Countermeasures are evaluated to determine if additional security measures are available for identified risks and to see if the countermeasures selected will work in the environment. A countermeasure identification matrix is used to evaluate a balance between the types of security controls (administrative, physical, technical) in relation to the type of control objective (prevention, detection/deterrence, recovery). This helps to simplify the process.

The objective of the risk reduction study is to show management the available countermeasures for reducing risks to identified vulnerabilities to known or possible threats. This study includes the risk analysis results, threat and vulnerability scenarios, the results of the cost benefit analysis and the listing of alternative countermeasures.

Decisions on what countermeasures to select are determined by the priority. The needs of the company; the value of the asset in relation to the risk of losing it; determination of whether or not the risk is acceptable are important considerations. You must identify vulnerabilities to eliminate, evaluate the return on investment in countermeasures, and determine the impact of cost-effective countermeasures if implemented. Management must then allocate adequate funding to accomplish all these requirements.

When management has selected what risks to accept and which countermeasures to implement, document the decision. This will provide a baseline for the next risk analysis to determine what, if any, changes in processes, functions or responsibilities are needed based on an evaluation of how well or poor the implemented countermeasures are doing and any identification of new threats or vulnerabilities.

Risk management is a continuing process but a more cost-effective method than the risk avoidance of the past of over-spending on countermeasures for potential threats and vulnerabilities that had a low probability of occurrence.
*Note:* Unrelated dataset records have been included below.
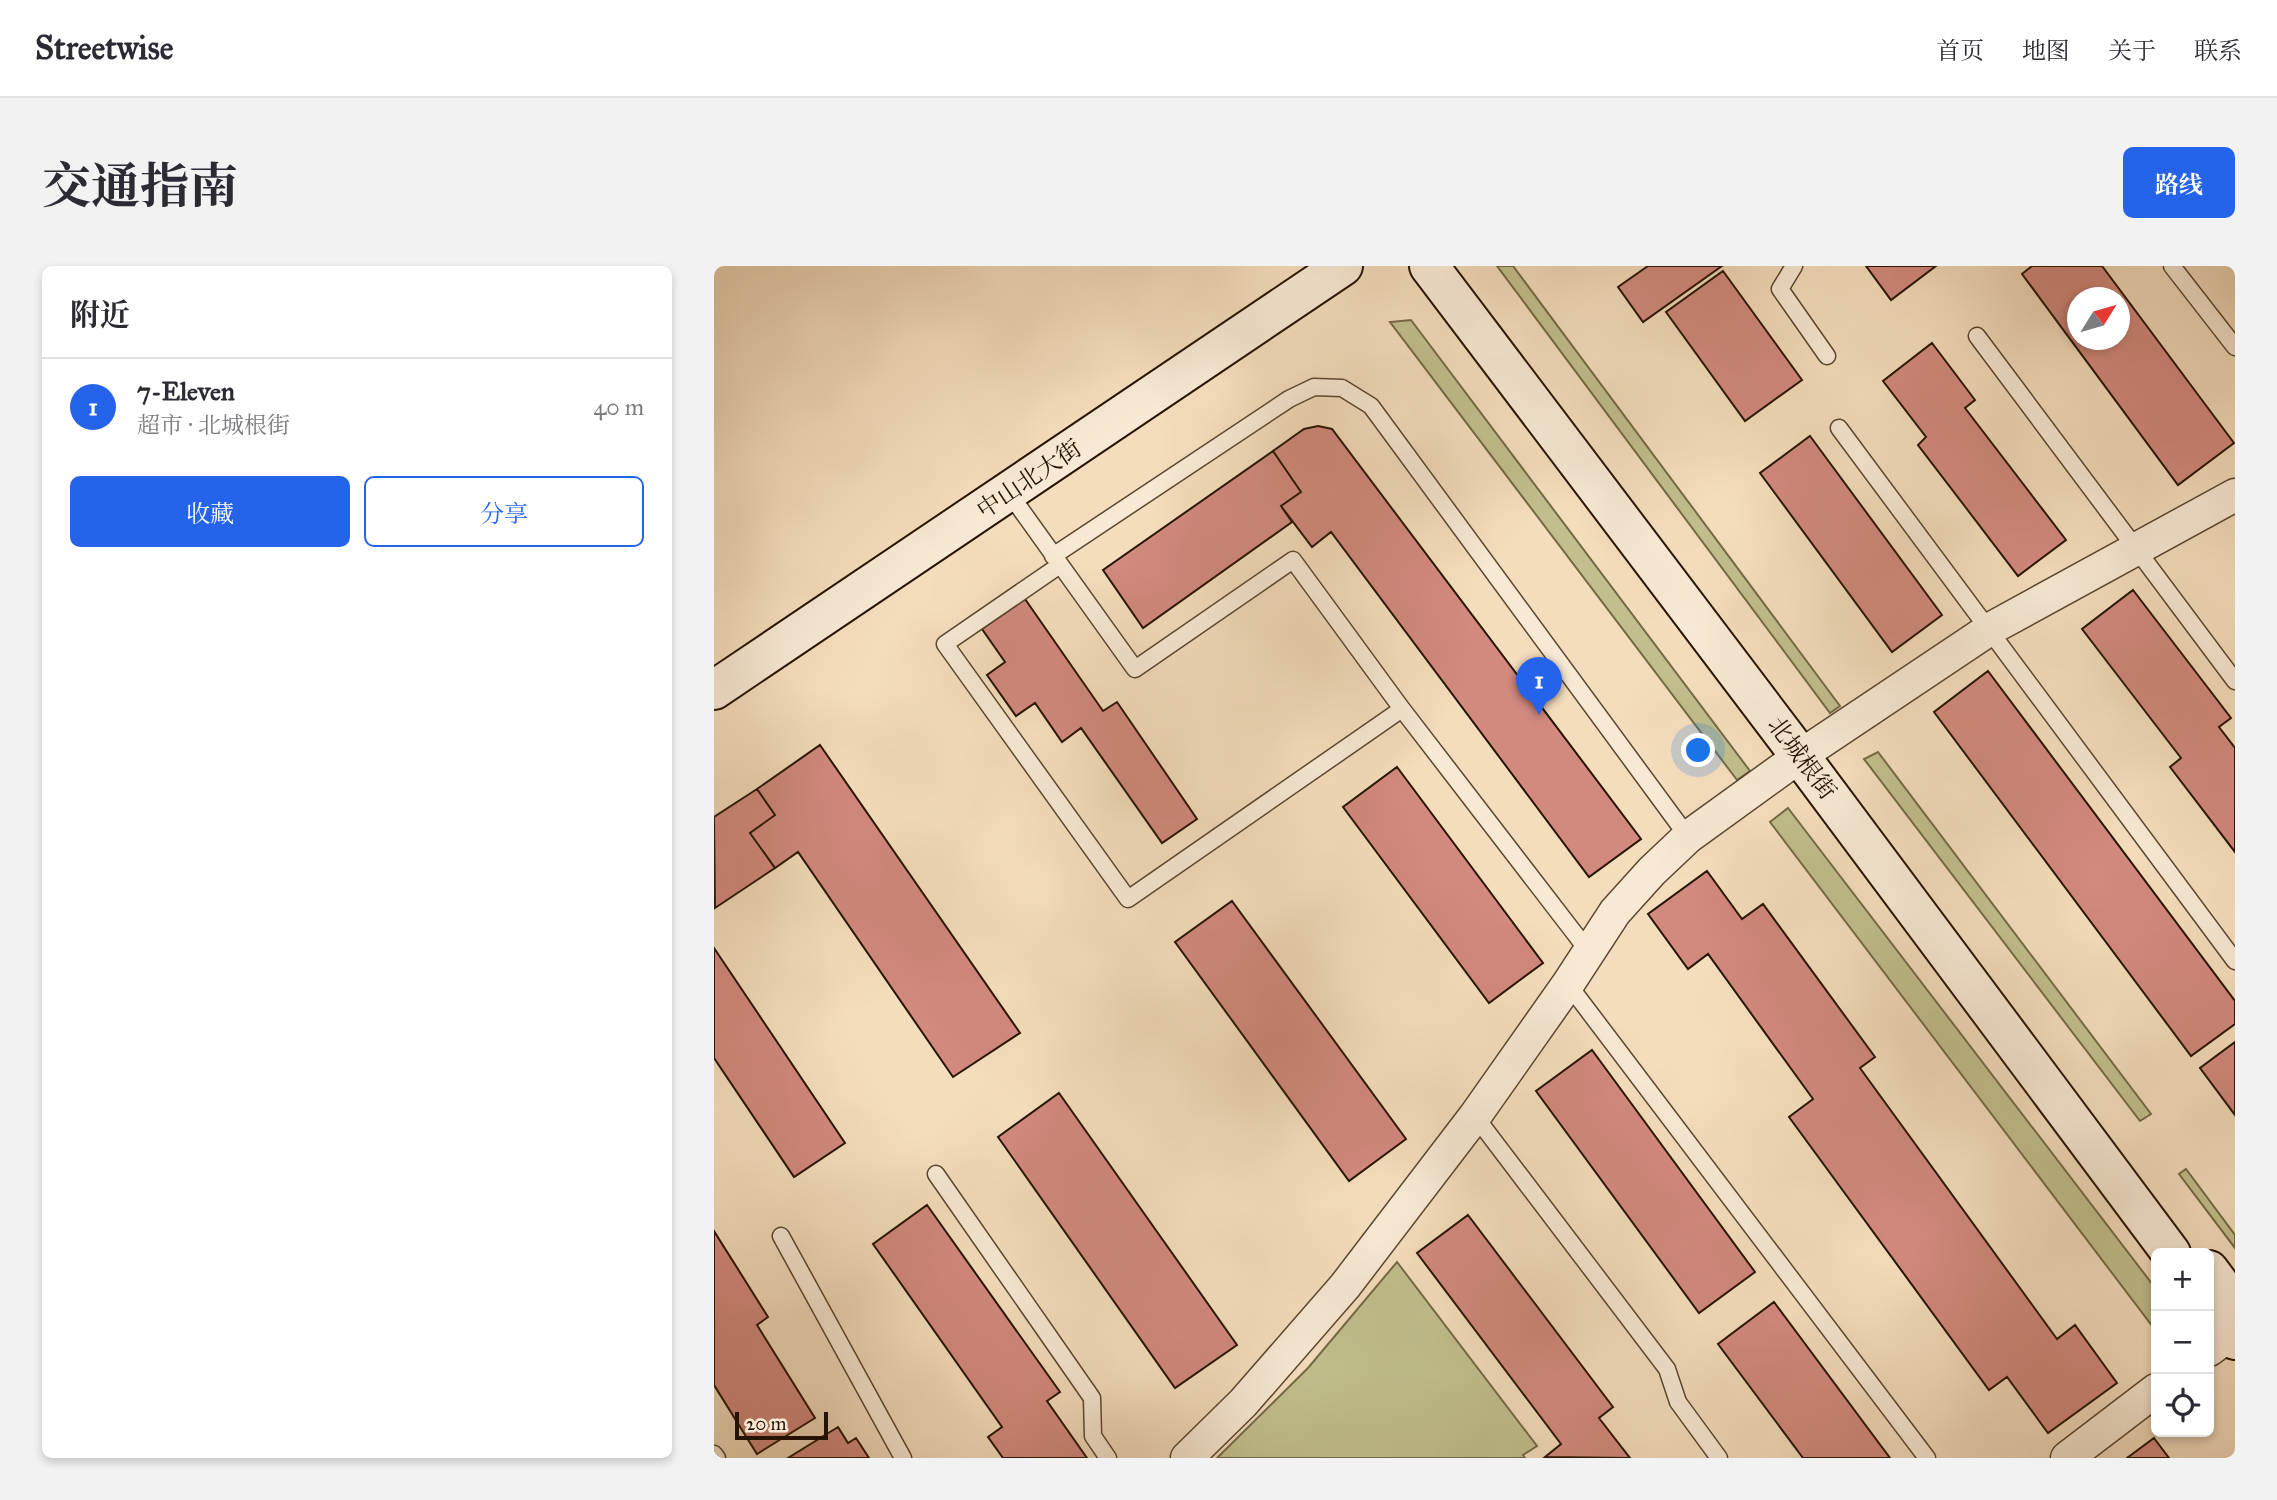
<!DOCTYPE html>
<html lang="zh">
<head>
<meta charset="utf-8">
<style>
	:root { --surface:#fff; --page:#f2f2f3; --text:#2b2b33; --muted:#7c7c81; --line:#e1e1e2; --accent:#2563eb }
	body { margin:0; font-family:"IM FELL Great Primer","Noto Serif SC",serif; background:var(--page); color:var(--text) }
	.controls { position:absolute; right:21px; bottom:21px; display:grid; overflow:hidden; border-radius:10px; box-shadow:0 4px 10px #0003 }
	.controls button { width:63px; height:63px; display:grid; place-items:center; padding:0; border:0; border-bottom:2px solid var(--line); background:var(--surface); color:var(--text); font:35px sans-serif }
	.compass { position:absolute; left:1353px; top:21px; width:63px; height:63px; border-radius:50%; background:var(--surface); box-shadow:0 4px 10px #0003; rotate:53deg }
	.scale { position:absolute; left:21px; bottom:18px; width:93px; box-sizing:border-box; padding-left:7px; border:4px solid #271400; border-top:0; font-size:19px; line-height:24px; white-space:nowrap; color:#271400; -webkit-text-stroke:5px #f8e9d4; paint-order:stroke }
	.you { position:absolute; left:985px; top:485px; width:24px; height:24px; margin:-18px; border:5px solid #fff; border-radius:50%; background:#1a73e8; box-shadow:0 0 0 10px #1a73e833 }
	.badge { display:grid; place-items:center; width:46px; height:46px; border-radius:50%; background:var(--accent); color:#fff; font-size:23px; font-weight:700 }
	.pin { position:absolute; translate:-50% -58px; filter:drop-shadow(0 2px 4px #0008) }
	.pin::after { content:''; position:absolute; top:37px; width:24px; height:21px; background:inherit; clip-path:polygon(0 0,100% 0,50% 100%) }
	.list { margin:0; padding:0; list-style:none }
	h2 { display:flex; justify-content:space-between; align-items:center; height:91px; margin:0; padding:0 28px; font-size:30px }
	h2 small { font-size:23px; font-weight:400; color:var(--muted) }
	.list li { display:grid; grid-template-columns:46px 1fr auto; gap:21px; align-items:center; box-sizing:border-box; height:98px; padding:0 28px; border-top:2px solid var(--line) }
	.list b { display:block; font-size:26px; white-space:nowrap }
	.list p { margin:0; font-size:23px; white-space:nowrap; color:var(--muted) }
	.list em { font-size:23px; font-style:normal; color:var(--muted) }
	.actions { display:flex; gap:14px; padding:21px 28px }
	.actions a { flex:1; padding:16px 0; border:2px solid var(--accent); border-radius:10px; text-align:center; font-size:24px; color:var(--accent) }
	.actions .main { background:var(--accent); color:#fff }
	.icon { flex:none; width:38px; height:38px; fill:none; stroke:currentColor; stroke-width:2; stroke-linecap:round; stroke-linejoin:round }
	.map { position:relative; flex:none; width:1521px; height:1192px; overflow:hidden; border-radius:10px }
	header { display:flex; align-items:center; gap:42px; box-sizing:border-box; height:98px; padding:0 35px; background:var(--surface); border-bottom:2px solid var(--line) }
	header strong { font-size:33px }
	nav { display:flex; gap:38px; margin-inline-start:auto; font-size:24px }
	.intro { display:flex; align-items:center; justify-content:space-between; box-sizing:border-box; height:168px; padding:0 42px }
	h1 { margin:0; font-size:49px }
	.button { padding:18px 32px; border-radius:10px; background:var(--accent); color:#fff; font-size:24px; font-weight:700 }
	main { display:flex; gap:42px; padding:0 42px }
	aside { flex:1; background:var(--surface); border-radius:10px; box-shadow:0 4px 10px #0003 }
	.map>svg:first-child { display:block }
	.green { fill:#c1bf8d; stroke:#746a46; stroke-width:2 }
	.building { fill:#d2897e; stroke:#271400; stroke-width:2; fill-rule:evenodd }
	.lines { fill:none; stroke-linecap:round; stroke-linejoin:round }
	.lane-casing { stroke:#5a462f; stroke-width:19 }
	.street-casing { stroke:#5a462f; stroke-width:35 }
	.secondary-casing { stroke:#271400; stroke-width:42 }
	.lane { stroke:#f8e9d4; stroke-width:16 }
	.street { stroke:#f8e9d4; stroke-width:32 }
	.secondary { stroke:#f8e9d4; stroke-width:38 }
	.labels { text-anchor:middle; dominant-baseline:central; stroke-width:6; stroke-linejoin:round; paint-order:stroke }
	.street-label { font-size:24px; fill:#271400; stroke:#f8e9d4 }
</style>
</head>
<body>
<header>
<strong>Streetwise</strong>
<nav><a>首页</a><a>地图</a><a>关于</a><a>联系</a></nav>
</header>
<div class="intro"><h1>交通指南</h1><a class="button">路线</a></div>
<main>
<aside>
<h2>附近<small></small></h2>
<ul class="list">
<li><span class="badge">1</span><div><b>7-Eleven</b><p>超市 · 北城根街</p></div><em>40 m</em></li>
</ul>
<div class="actions"><a class="main">收藏</a><a>分享</a></div>
</aside>
<div class="map">
<svg width="1521" height="1192" viewBox="0 0 1521 1192">
	<rect width="100%" height="100%" fill="#f4ddbd"/>
	<filter id="stains"><feTurbulence type="fractalNoise" baseFrequency=".00286" numOctaves="4"/><feColorMatrix values="0 0 0 0 .2 0 0 0 0 .09 0 0 0 0 .02 0 0 0 .5 -.17"/></filter>
	<radialGradient id="worn" r=".72"><stop offset=".6" stop-color="#630" stop-opacity="0"/><stop offset="1" stop-color="#630" stop-opacity=".3"/></radialGradient>
	<path class="green" d="M 783,0 L 799,0 L 1126,440 L 1116,447 Z
		M 697,54 L 1036,505 L 1023,514 L 676,56 Z
		M 1164,486 L 1437,848 L 1426,855 L 1150,493 Z
		M 1074,542 L 1442,1023 L 1442,1065 L 1056,556 Z
		M 1472,903 L 1521,969 L 1521,982 L 1465,908 Z
		M 683,996 L 823,1180 L 809,1189 L 811,1192 L 503,1192 L 594,1102 Z"/>
	<path class="building" d="M 934,0 L 1008,0 L 929,56 L 904,21 Z
		M 1152,0 L 1222,0 L 1177,34 Z
		M 1318,0 L 1388,0 L 1520,177 L 1464,219 L 1308,8 ZM 1364,32 L 1406,32 L 1406,74 L 1364,74 Z
		M 1009,5 L 1088,114 L 1031,155 L 952,46 Z
		M 1218,77 L 1261,134 L 1251,142 L 1352,274 L 1304,310 L 1204,179 L 1212,171 L 1169,115 Z
		M 604,160 L 618,163 L 927,573 L 875,611 L 617,266 L 598,281 L 567,240 L 587,226 L 559,185 L 590,163 Z
		M 1096,170 L 1228,349 L 1178,386 L 1046,207 Z
		M 559,185 L 587,226 L 567,240 L 578,256 L 429,362 L 389,304 Z
		M 1419,324 L 1517,452 L 1505,461 L 1521,482 L 1521,586 L 1456,501 L 1467,492 L 1368,363 Z
		M 311,333 L 389,445 L 403,436 L 483,553 L 448,577 L 367,462 L 348,476 L 321,437 L 302,450 L 273,409 L 291,396 L 268,363 Z
		M 1274,405 L 1521,735 L 1521,758 L 1477,790 L 1220,446 Z
		M 106,479 L 306,767 L 239,811 L 84,586 L 61,602 L 36,567 L 61,549 L 43,523 Z
		M 683,501 L 829,697 L 775,737 L 629,541 Z
		M 43,523 L 61,549 L 36,567 L 61,602 L 1,642 L 0,551 Z
		M 993,605 L 1028,653 L 1049,638 L 1161,791 L 1146,802 L 1343,1073 L 1361,1059 L 1403,1117 L 1334,1167 L 1293,1111 L 1275,1124 L 1075,851 L 1099,833 L 994,688 L 974,703 L 934,648 Z
		M 518,635 L 692,873 L 635,915 L 461,676 Z
		M 0,682 L 131,877 L 80,911 L 0,792 Z
		M 1521,776 L 1521,849 L 1486,802 Z
		M 878,784 L 1041,1006 L 985,1047 L 822,825 Z
		M 345,827 L 523,1079 L 461,1122 L 284,871 Z
		M 213,939 L 346,1126 L 333,1135 L 373,1192 L 289,1192 L 274,1171 L 288,1161 L 159,978 Z
		M 754,949 L 899,1141 L 885,1152 L 916,1192 L 831,1191 L 847,1178 L 703,987 Z
		M 0,965 L 54,1051 L 43,1059 L 101,1152 L 43,1188 L 0,1119 Z
		M 1060,1036 L 1176,1192 L 1089,1192 L 1004,1078 Z
		M 124,1161 L 134,1177 L 142,1172 L 155,1192 L 74,1192 Z
		M 1440,1172 L 1455,1192 L 1413,1192 Z"/>
	<g class="lines">
		<defs>
			<path id="lane" d="M 1080,0 L 1066,23 L 1113,90
				M 1458,0 L 1521,81
				M 1263,70 L 1521,415
				M 1125,162 L 1521,695
				M 295,227 L 421,403 L 579,294 L 688,443 L 875,686
				M 339,290 L 575,133 L 600,121 L 628,122 L 657,140 L 974,571
				M 346,299 L 231,378 L 414,633 L 688,443
				M 854,718 L 1213,1192
				M 761,850 L 953,1103 L 964,1136 L 1005,1192
				M 222,908 L 378,1132 L 379,1170 L 394,1192
				M 67,970 L 189,1192
				M 0,1188 L 3,1192"/>
			<path id="street" d="M 1495,1084 L 1521,1065
				M 473,1192 L 529,1137 L 631,1020 L 761,850 L 854,718 L 901,646 L 938,605 L 974,571 L 1086,490 L 1276,363 L 1521,229
				M 1353,1192 L 1442,1124"/>
			<path id="secondary" d="M 715,0 L 1086,490 L 1457,987
				M 0,424 L 629,0
				M 1495,1004 L 1521,1039
				M 1495,1039 L 1521,1074"/>
		</defs>
		<use href="#lane" class="lane-casing"/>
		<use href="#street" class="street-casing"/>
		<use href="#secondary" class="secondary-casing"/>
		<use href="#lane" class="lane"/>
		<use href="#street" class="street"/>
		<use href="#secondary" class="secondary"/>
	</g>
	<g class="labels">
		<g class="street-label">
			<text transform="translate(315 213) rotate(-34)">中山北大街</text>
			<text transform="translate(1088 492) rotate(53)">北城根街</text>
		</g>
	</g>
	<rect width="100%" height="100%" filter="url(#stains)"/>
	<rect width="100%" height="100%" fill="url(#worn)"/>
</svg>
<div class="controls">
<button>+</button>
<button>−</button>
<button><svg class="icon" aria-label="locate" viewBox="0 0 24 24"><circle cx="12" cy="12" r="6"/><path d="M12 2v4M12 18v4M2 12h4M18 12h4"/></svg></button>
</div>
<svg class="compass" viewBox="-18 -18 36 36"><path d="M0-13l5 13h-10z" fill="#e53935"/><path d="M0 13l5-13h-10z" fill="#7c7c81"/></svg>
<div class="scale">20 m</div>
<div class="you"></div>
<div class="pin badge" style="left:825px;top:449px">1</div>
</div>
</main>
</body>
</html>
The actual application of risk management principles to assessing assets, vulnerabilities, threats, cost benefits, risk reduction and presentation of recommendations to management promotes better security management of your network.

So next time you practice risk avoidance to fortify your doghouse, keep track of who is holding your computer. Risk management is always cheaper than risk avoidance. By the way, I am building a firewall in France, are you available this weekend?